What to produce:
Pictures must be dropped from the copy of the entries below; all else is returned exactly.

(Stored data)
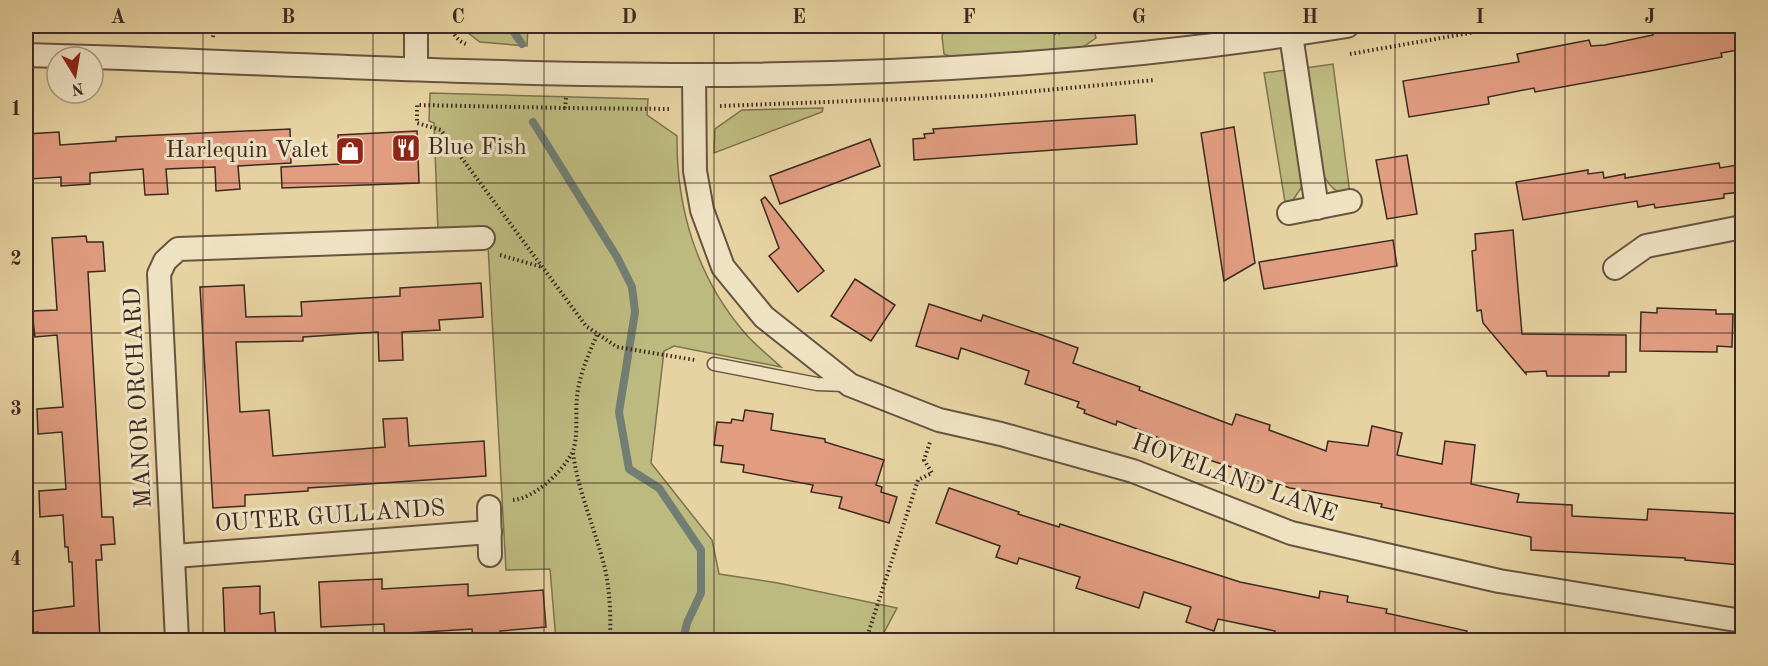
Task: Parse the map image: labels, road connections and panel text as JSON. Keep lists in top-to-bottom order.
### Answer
{
  "streets": {
    "street": ["MANOR ORCHARD", "HOVELAND LANE", "OUTER GULLANDS"]
  },
  "crossings": [
    ["MANOR ORCHARD", "OUTER GULLANDS"]
  ],
  "places": {
    "restaurant": ["Blue Fish"],
    "shop": ["Harlequin Valet"]
  },
  "north": "bottom",
  "grid": {
    "columns": [
      "A",
      "B",
      "C",
      "D",
      "E",
      "F",
      "G",
      "H",
      "I",
      "J"
    ],
    "rows": [
      "1",
      "2",
      "3",
      "4"
    ]
  }
}
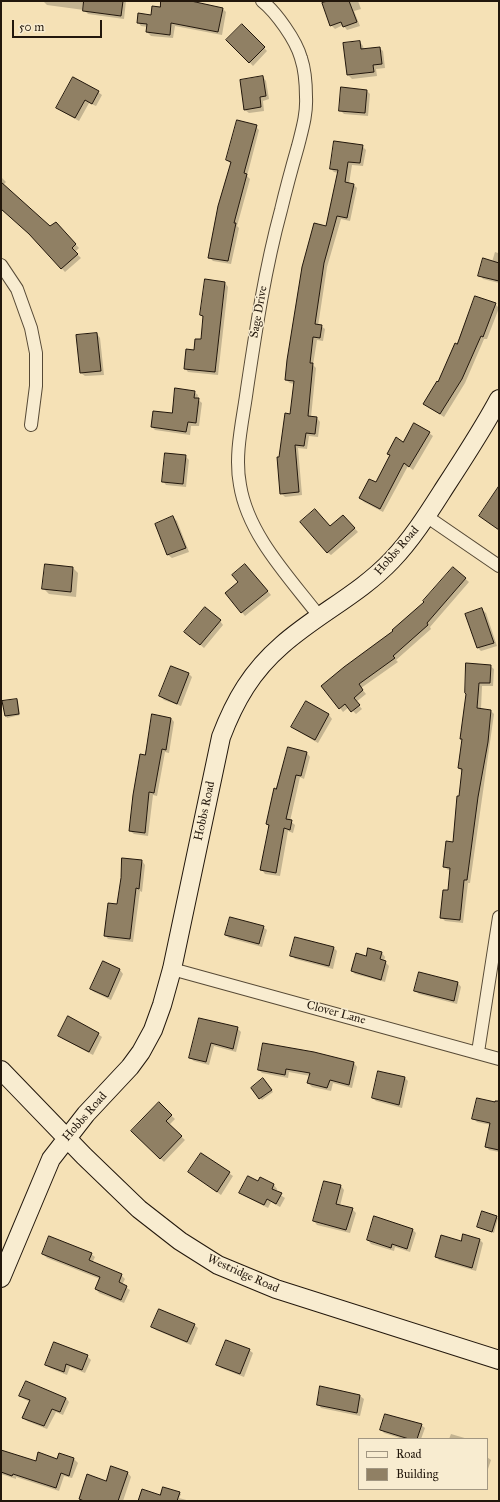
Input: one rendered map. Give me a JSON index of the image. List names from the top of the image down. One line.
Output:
{"streets":{"street":["Sage Drive","Hobbs Road","Clover Lane","Westridge Road"]},"crossings":[["Sage Drive","Hobbs Road"],["Hobbs Road","Clover Lane"],["Hobbs Road","Westridge Road"]],"legend":["Road","Building"],"scale_bar":"50 m"}
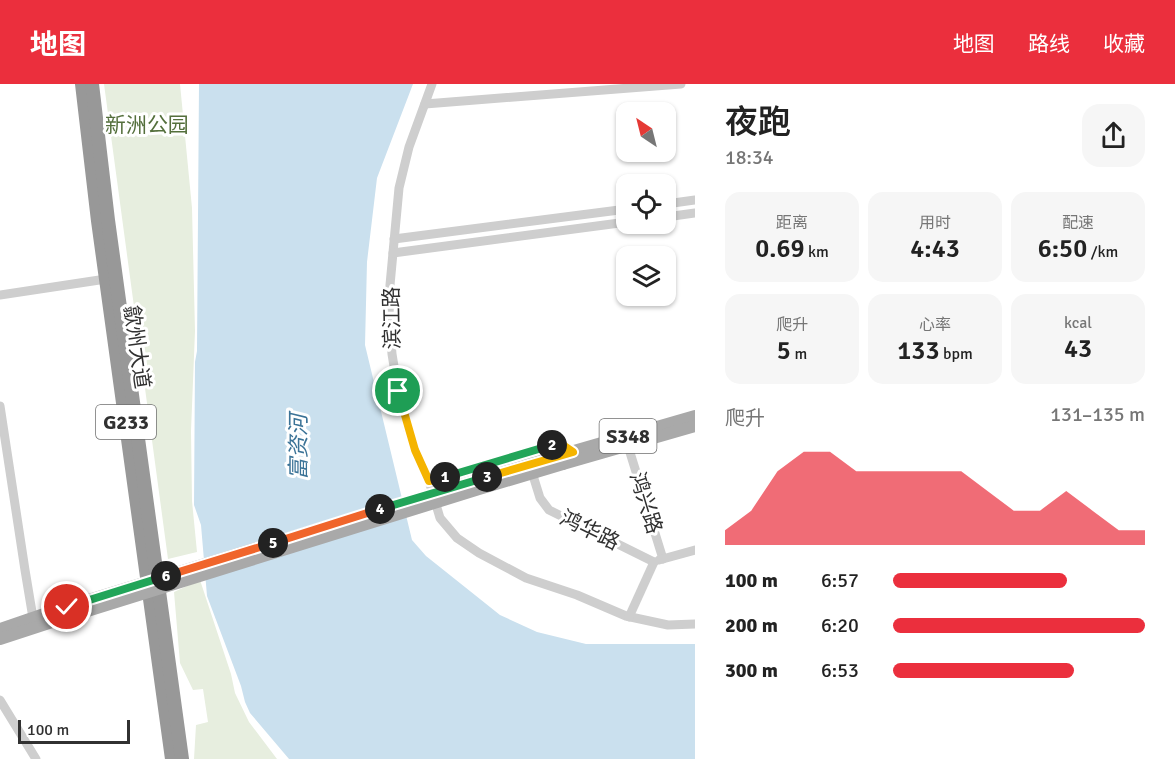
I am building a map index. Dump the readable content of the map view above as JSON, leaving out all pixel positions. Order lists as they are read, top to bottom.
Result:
{
  "streets": {
    "highway": ["歙州大道", "G233"],
    "main road": ["S348"],
    "street": ["滨江路", "鸿兴路", "鸿华路"]
  },
  "crossings": [
    ["滨江路", "鸿兴路"],
    ["S348", "鸿兴路"],
    ["鸿兴路", "鸿华路"]
  ],
  "water": ["富资河"],
  "parks": ["新洲公园"],
  "scale_bar": "100 m",
  "north": "top left",
  "page": {
    "header": "地图",
    "nav": ["地图", "路线", "收藏"],
    "heading": ["夜跑", "18:34"],
    "stats": [
      ["距离", "0.69 km"],
      ["用时", "4:43"],
      ["配速", "6:50 /km"],
      ["爬升", "5 m"],
      ["心率", "133 bpm"],
      ["kcal", "43"]
    ],
    "chart": ["爬升", "131–135 m"],
    "pins": [
      "2",
      "1",
      "3",
      "4",
      "5",
      "6"
    ],
    "list": [
      {
        "name": "100 m",
        "note": "6:57"
      },
      {
        "name": "200 m",
        "note": "6:20"
      },
      {
        "name": "300 m",
        "note": "6:53"
      }
    ],
    "scale": "100 m"
  }
}
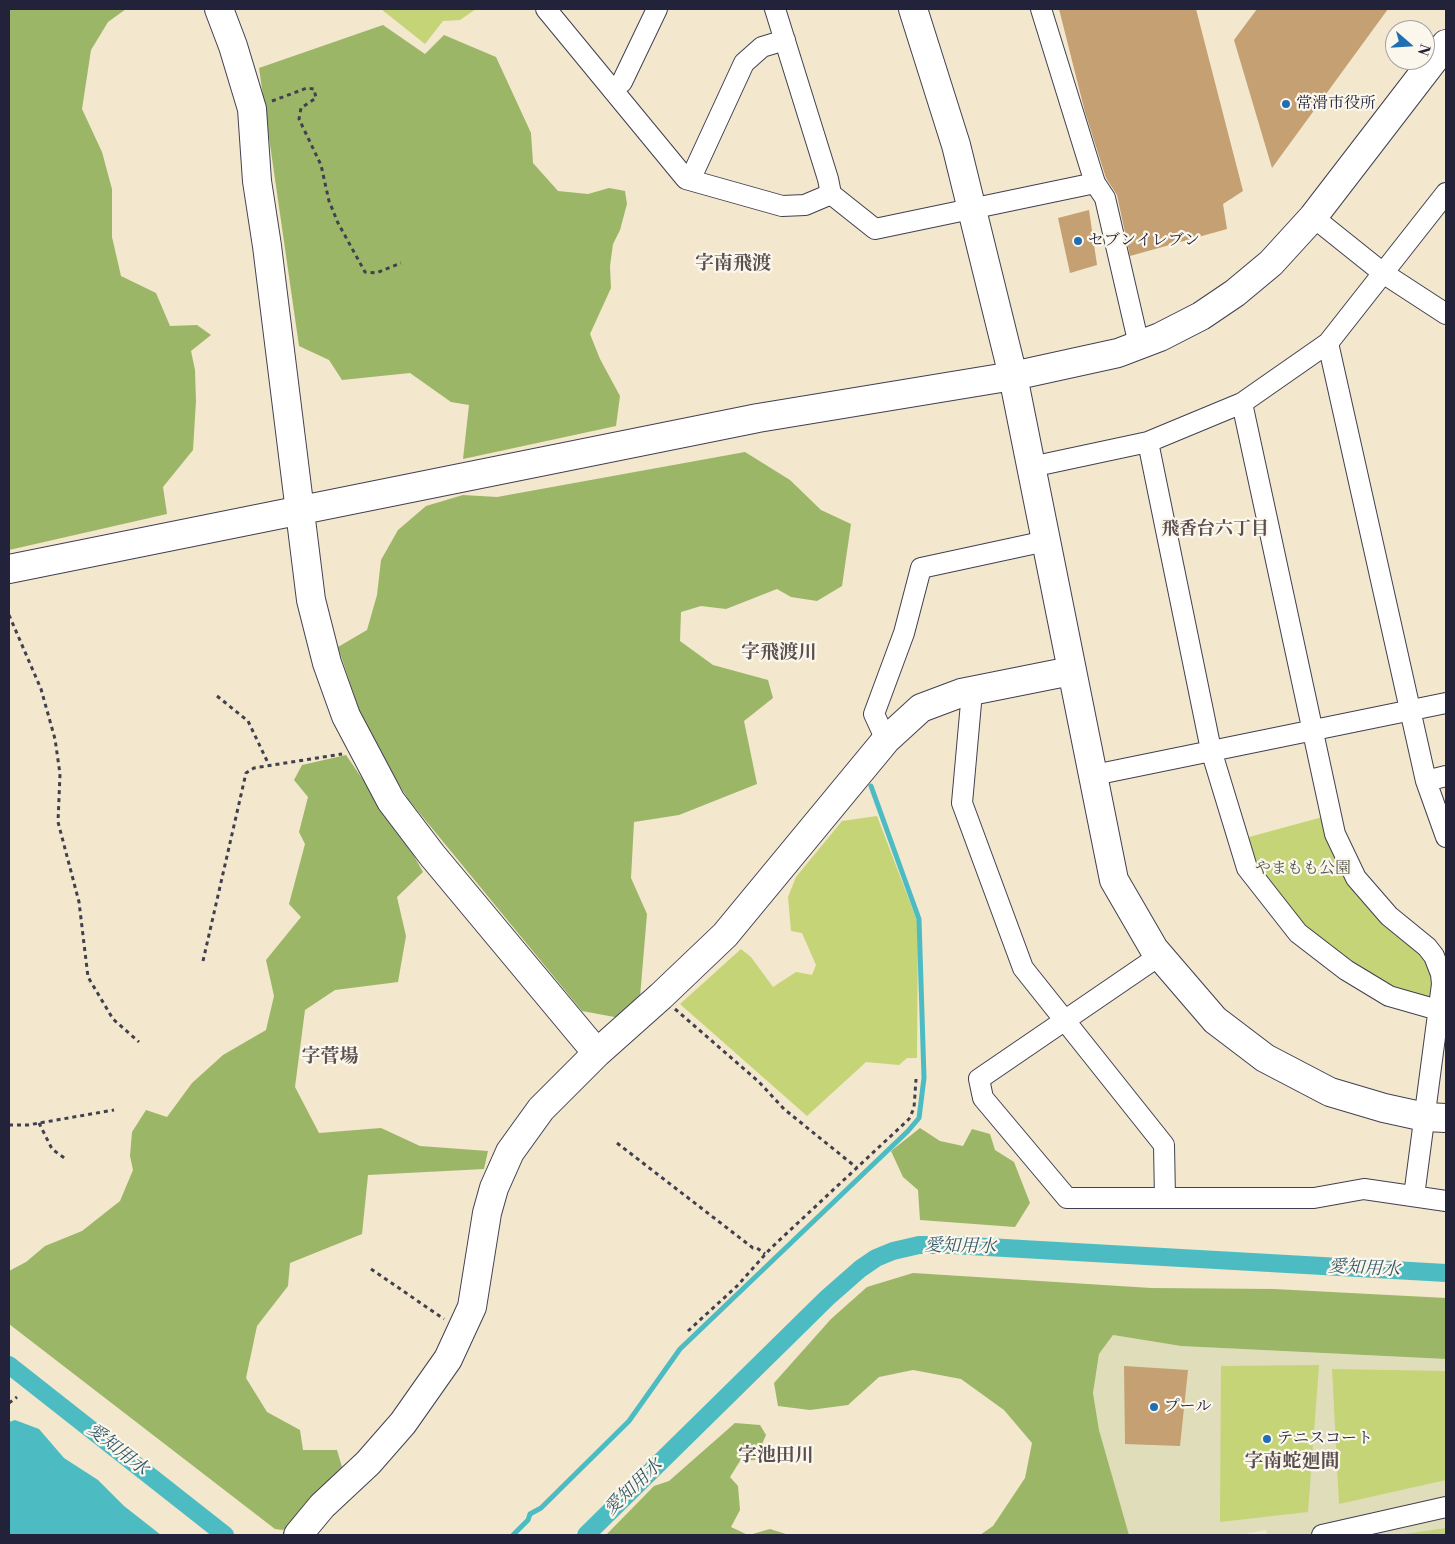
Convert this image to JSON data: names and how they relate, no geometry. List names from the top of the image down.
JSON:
{
  "districts": [
    "字南飛渡",
    "飛香台六丁目",
    "字飛渡川",
    "字菅場",
    "字池田川",
    "字南蛇廻間"
  ],
  "water": ["愛知用水"],
  "parks": ["やまもも公園"],
  "places": [
    "常滑市役所",
    "セブンイレブン",
    "プール",
    "テニスコート"
  ],
  "north": "right"
}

Output of the exercise:
Task: Parse the map image: labels, road connections and panel text as JSON. Keep lists in top-to-bottom order.
### Answer
{
  "streets": {
    "street": ["MANOR ORCHARD", "HOVELAND LANE", "OUTER GULLANDS"]
  },
  "crossings": [
    ["MANOR ORCHARD", "OUTER GULLANDS"]
  ],
  "places": {
    "restaurant": ["Blue Fish"],
    "shop": ["Harlequin Valet"]
  },
  "north": "bottom",
  "grid": {
    "columns": [
      "A",
      "B",
      "C",
      "D",
      "E",
      "F",
      "G",
      "H",
      "I",
      "J"
    ],
    "rows": [
      "1",
      "2",
      "3",
      "4"
    ]
  }
}
Input: one rendered map. Give me a JSON index of the image. List names from the top of the image down. One line.
Output:
{"streets":{"street":["Sage Drive","Hobbs Road","Clover Lane","Westridge Road"]},"crossings":[["Sage Drive","Hobbs Road"],["Hobbs Road","Clover Lane"],["Hobbs Road","Westridge Road"]],"legend":["Road","Building"],"scale_bar":"50 m"}
I am building a map index. Dump the readable content of the map view above as JSON, leaving out all pixel positions. Order lists as they are read, top to bottom.
Result:
{
  "streets": {
    "highway": ["歙州大道", "G233"],
    "main road": ["S348"],
    "street": ["滨江路", "鸿兴路", "鸿华路"]
  },
  "crossings": [
    ["滨江路", "鸿兴路"],
    ["S348", "鸿兴路"],
    ["鸿兴路", "鸿华路"]
  ],
  "water": ["富资河"],
  "parks": ["新洲公园"],
  "scale_bar": "100 m",
  "north": "top left",
  "page": {
    "header": "地图",
    "nav": ["地图", "路线", "收藏"],
    "heading": ["夜跑", "18:34"],
    "stats": [
      ["距离", "0.69 km"],
      ["用时", "4:43"],
      ["配速", "6:50 /km"],
      ["爬升", "5 m"],
      ["心率", "133 bpm"],
      ["kcal", "43"]
    ],
    "chart": ["爬升", "131–135 m"],
    "pins": [
      "2",
      "1",
      "3",
      "4",
      "5",
      "6"
    ],
    "list": [
      {
        "name": "100 m",
        "note": "6:57"
      },
      {
        "name": "200 m",
        "note": "6:20"
      },
      {
        "name": "300 m",
        "note": "6:53"
      }
    ],
    "scale": "100 m"
  }
}
Convert this image to JSON data: names and how they relate, no geometry. List names from the top of the image down.
JSON:
{
  "districts": [
    "字南飛渡",
    "飛香台六丁目",
    "字飛渡川",
    "字菅場",
    "字池田川",
    "字南蛇廻間"
  ],
  "water": ["愛知用水"],
  "parks": ["やまもも公園"],
  "places": [
    "常滑市役所",
    "セブンイレブン",
    "プール",
    "テニスコート"
  ],
  "north": "right"
}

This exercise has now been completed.